● Requirement:
Return all of the data exactly as written, without the pictures.

● Entries supplied:

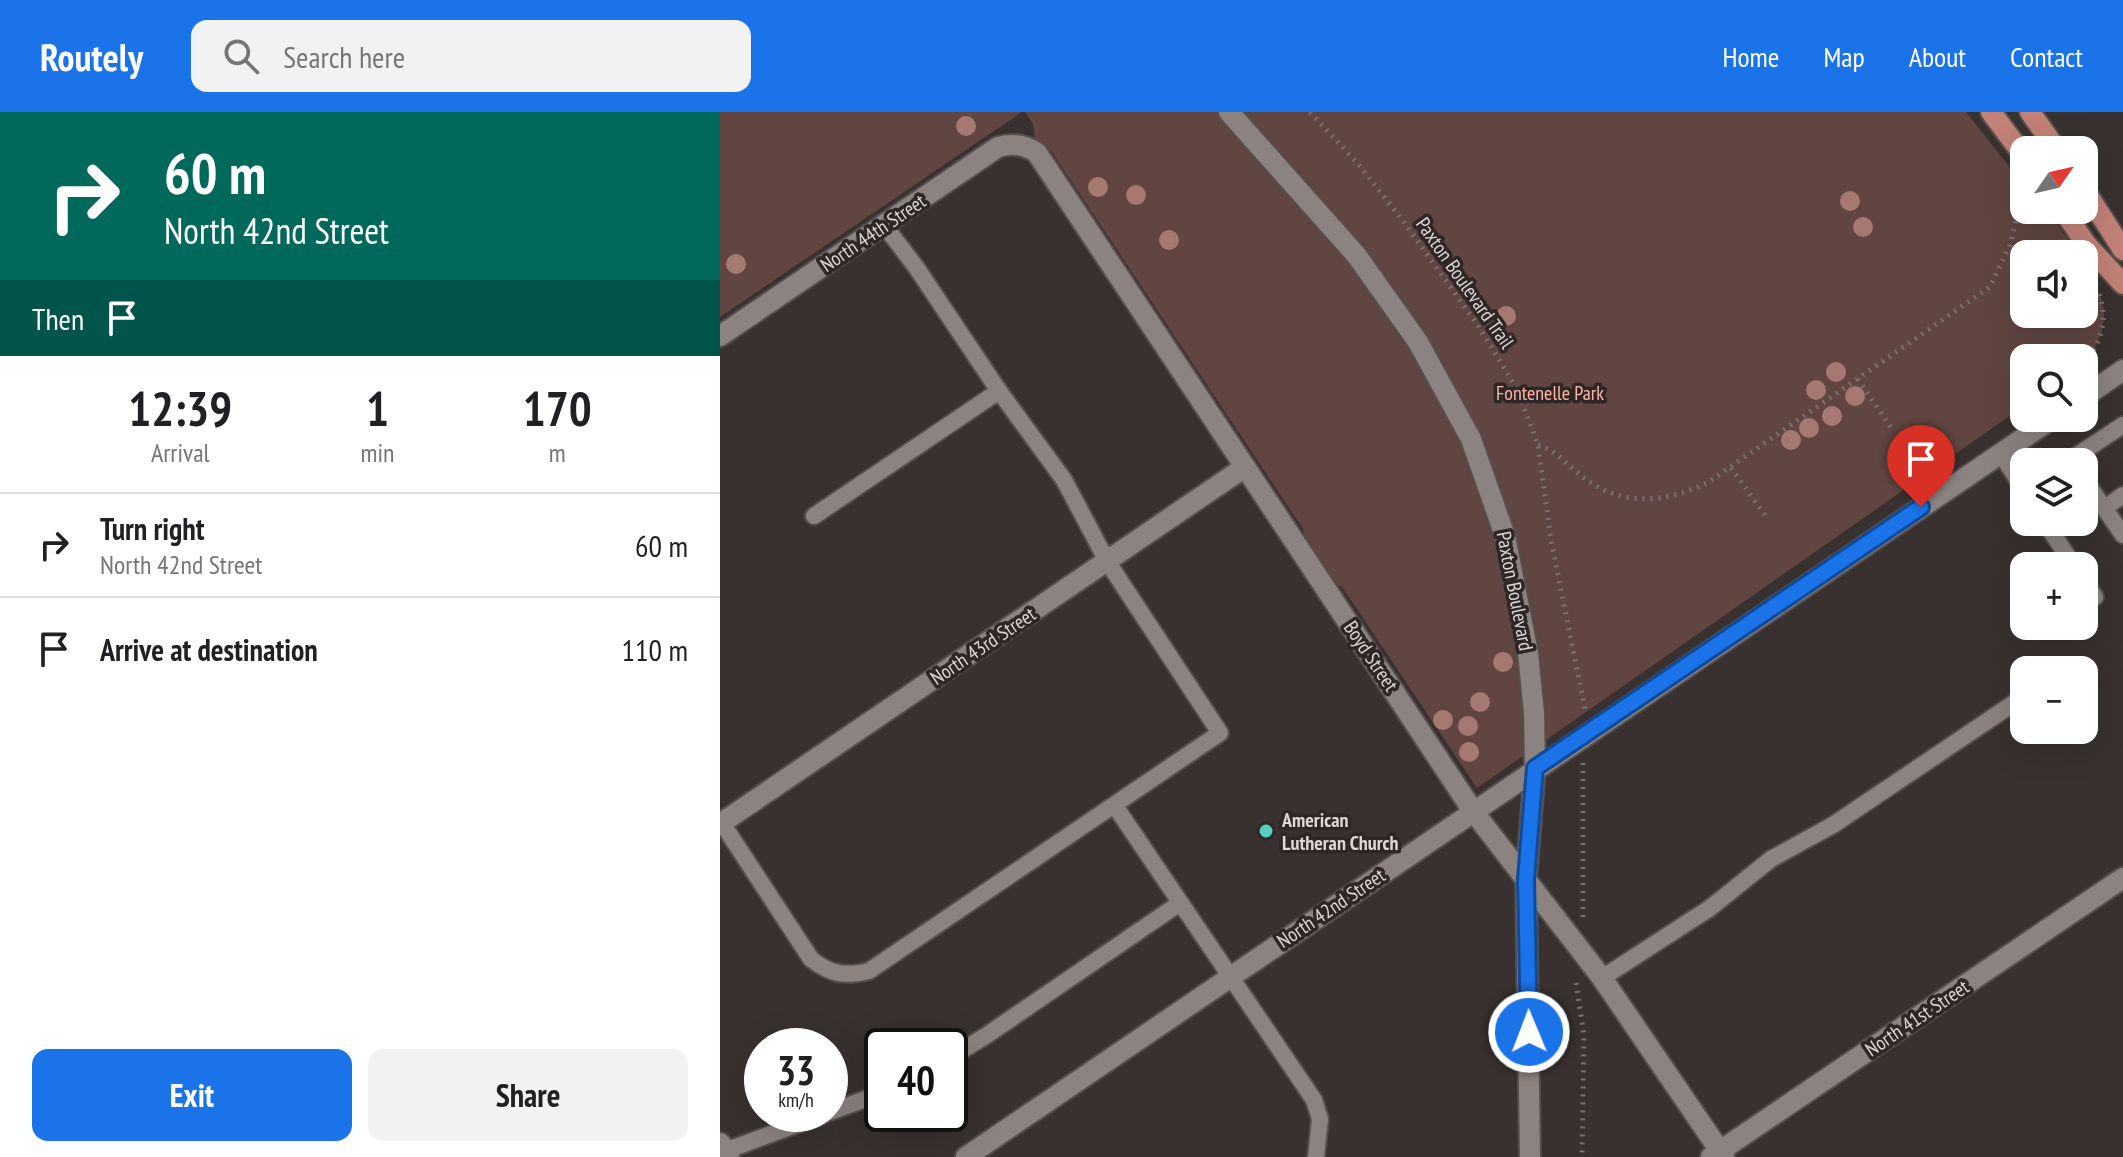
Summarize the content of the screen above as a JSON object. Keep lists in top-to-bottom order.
{
  "streets": {
    "street": [
      "North 44th Street",
      "Paxton Boulevard",
      "North 43rd Street",
      "Boyd Street",
      "North 42nd Street",
      "North 41st Street"
    ],
    "path": ["Paxton Boulevard Trail"]
  },
  "crossings": [
    ["North 44th Street", "Boyd Street"],
    ["Paxton Boulevard Trail", "North 42nd Street"],
    ["Paxton Boulevard", "Boyd Street"],
    ["Paxton Boulevard", "North 42nd Street"],
    ["North 43rd Street", "Boyd Street"],
    ["Boyd Street", "North 42nd Street"],
    ["Boyd Street", "North 41st Street"]
  ],
  "parks": ["Fontenelle Park"],
  "places": ["American Lutheran Church"],
  "north": "top right",
  "page": {
    "header": "Routely",
    "search": "Search here",
    "nav": [
      "Home",
      "Map",
      "About",
      "Contact"
    ],
    "turn": ["60 m", "North 42nd Street"],
    "map_buttons": ["+", "−"],
    "then": "Then",
    "eta": [
      "12:39",
      "Arrival",
      "1",
      "min",
      "170",
      "m"
    ],
    "list": [
      {
        "name": "Turn right",
        "note": "North 42nd Street",
        "value": "60 m"
      },
      {
        "name": "Arrive at destination",
        "value": "110 m"
      }
    ],
    "speed": "33 km/h",
    "limit": "40",
    "buttons": ["Exit", "Share"]
  }
}
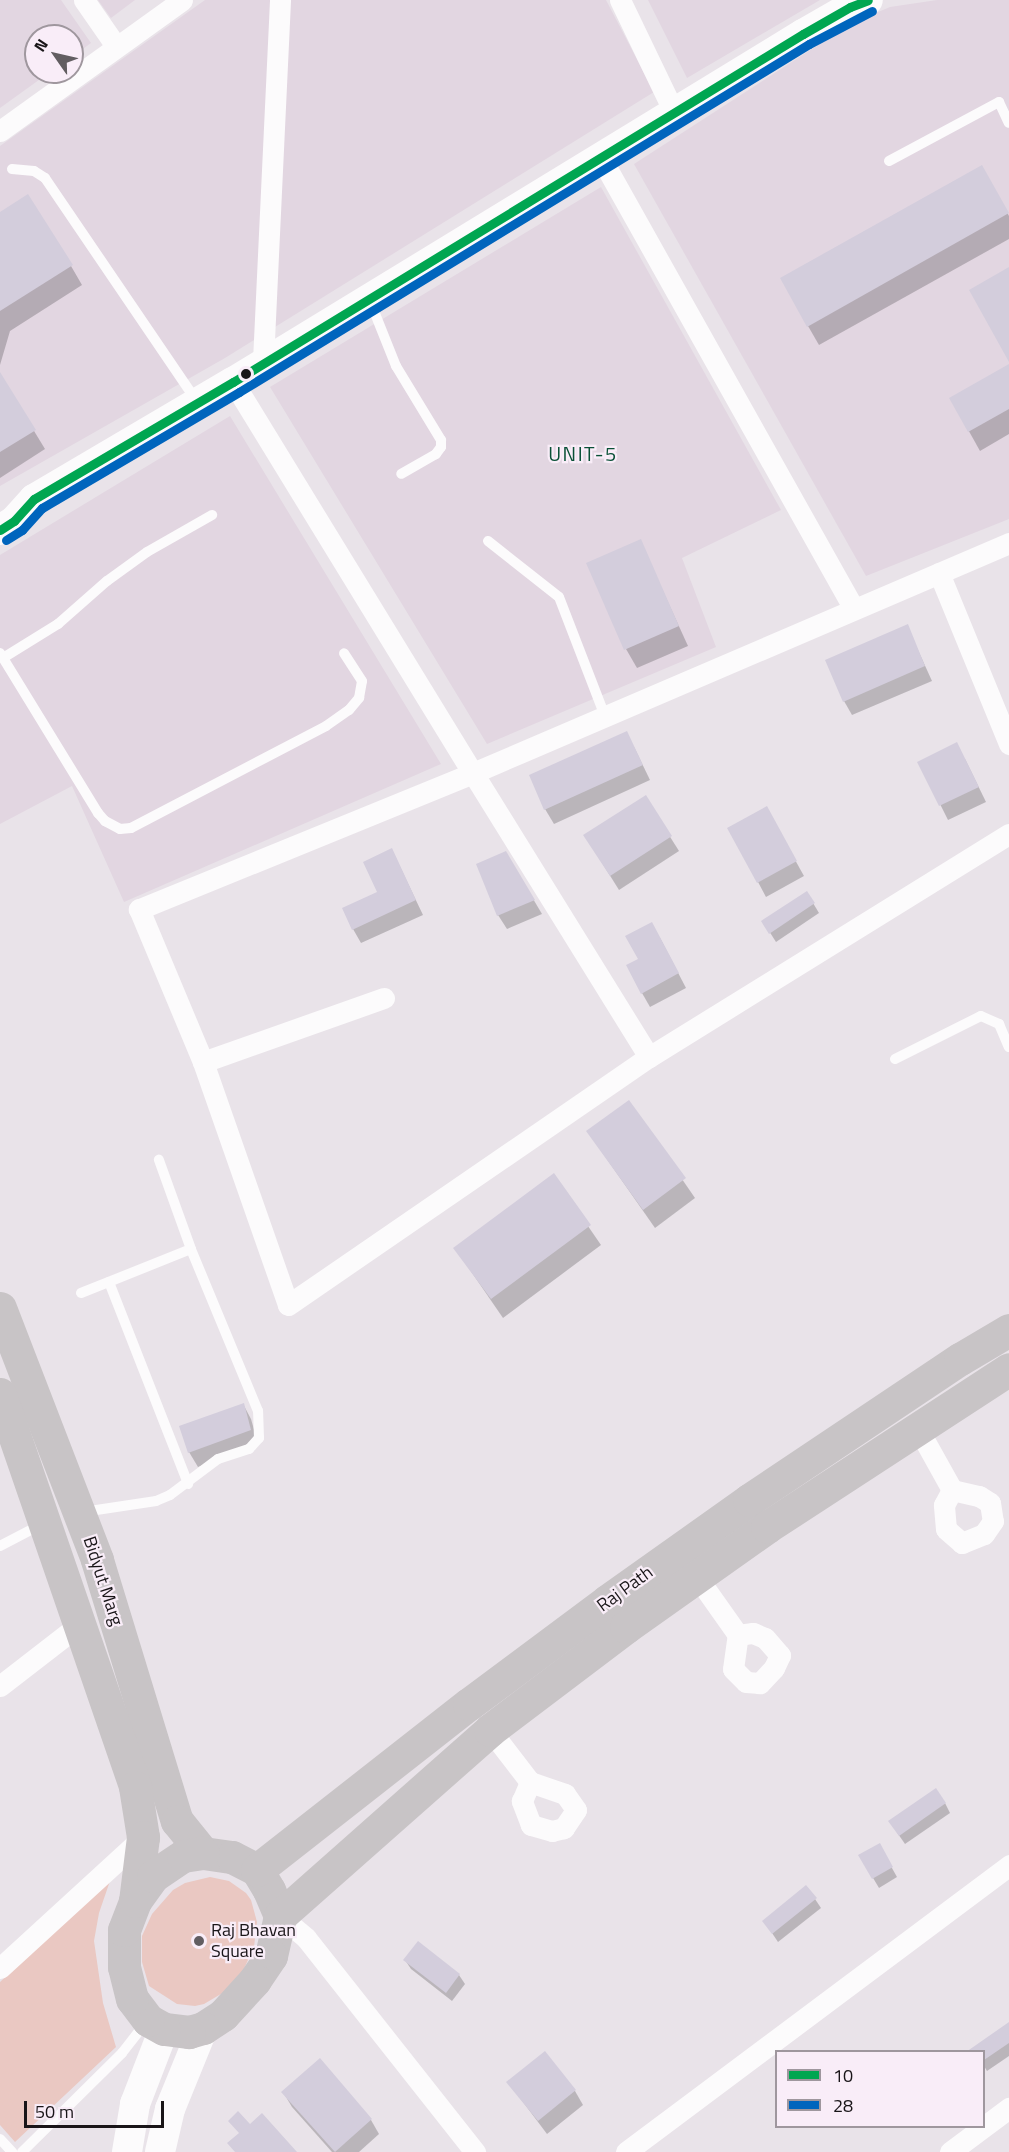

● Result for this exercise:
Summarize the content of the screen above as a JSON object. Keep lists in top-to-bottom order.
{
  "streets": {
    "street": [
      "North 44th Street",
      "Paxton Boulevard",
      "North 43rd Street",
      "Boyd Street",
      "North 42nd Street",
      "North 41st Street"
    ],
    "path": ["Paxton Boulevard Trail"]
  },
  "crossings": [
    ["North 44th Street", "Boyd Street"],
    ["Paxton Boulevard Trail", "North 42nd Street"],
    ["Paxton Boulevard", "Boyd Street"],
    ["Paxton Boulevard", "North 42nd Street"],
    ["North 43rd Street", "Boyd Street"],
    ["Boyd Street", "North 42nd Street"],
    ["Boyd Street", "North 41st Street"]
  ],
  "parks": ["Fontenelle Park"],
  "places": ["American Lutheran Church"],
  "north": "top right",
  "page": {
    "header": "Routely",
    "search": "Search here",
    "nav": [
      "Home",
      "Map",
      "About",
      "Contact"
    ],
    "turn": ["60 m", "North 42nd Street"],
    "map_buttons": ["+", "−"],
    "then": "Then",
    "eta": [
      "12:39",
      "Arrival",
      "1",
      "min",
      "170",
      "m"
    ],
    "list": [
      {
        "name": "Turn right",
        "note": "North 42nd Street",
        "value": "60 m"
      },
      {
        "name": "Arrive at destination",
        "value": "110 m"
      }
    ],
    "speed": "33 km/h",
    "limit": "40",
    "buttons": ["Exit", "Share"]
  }
}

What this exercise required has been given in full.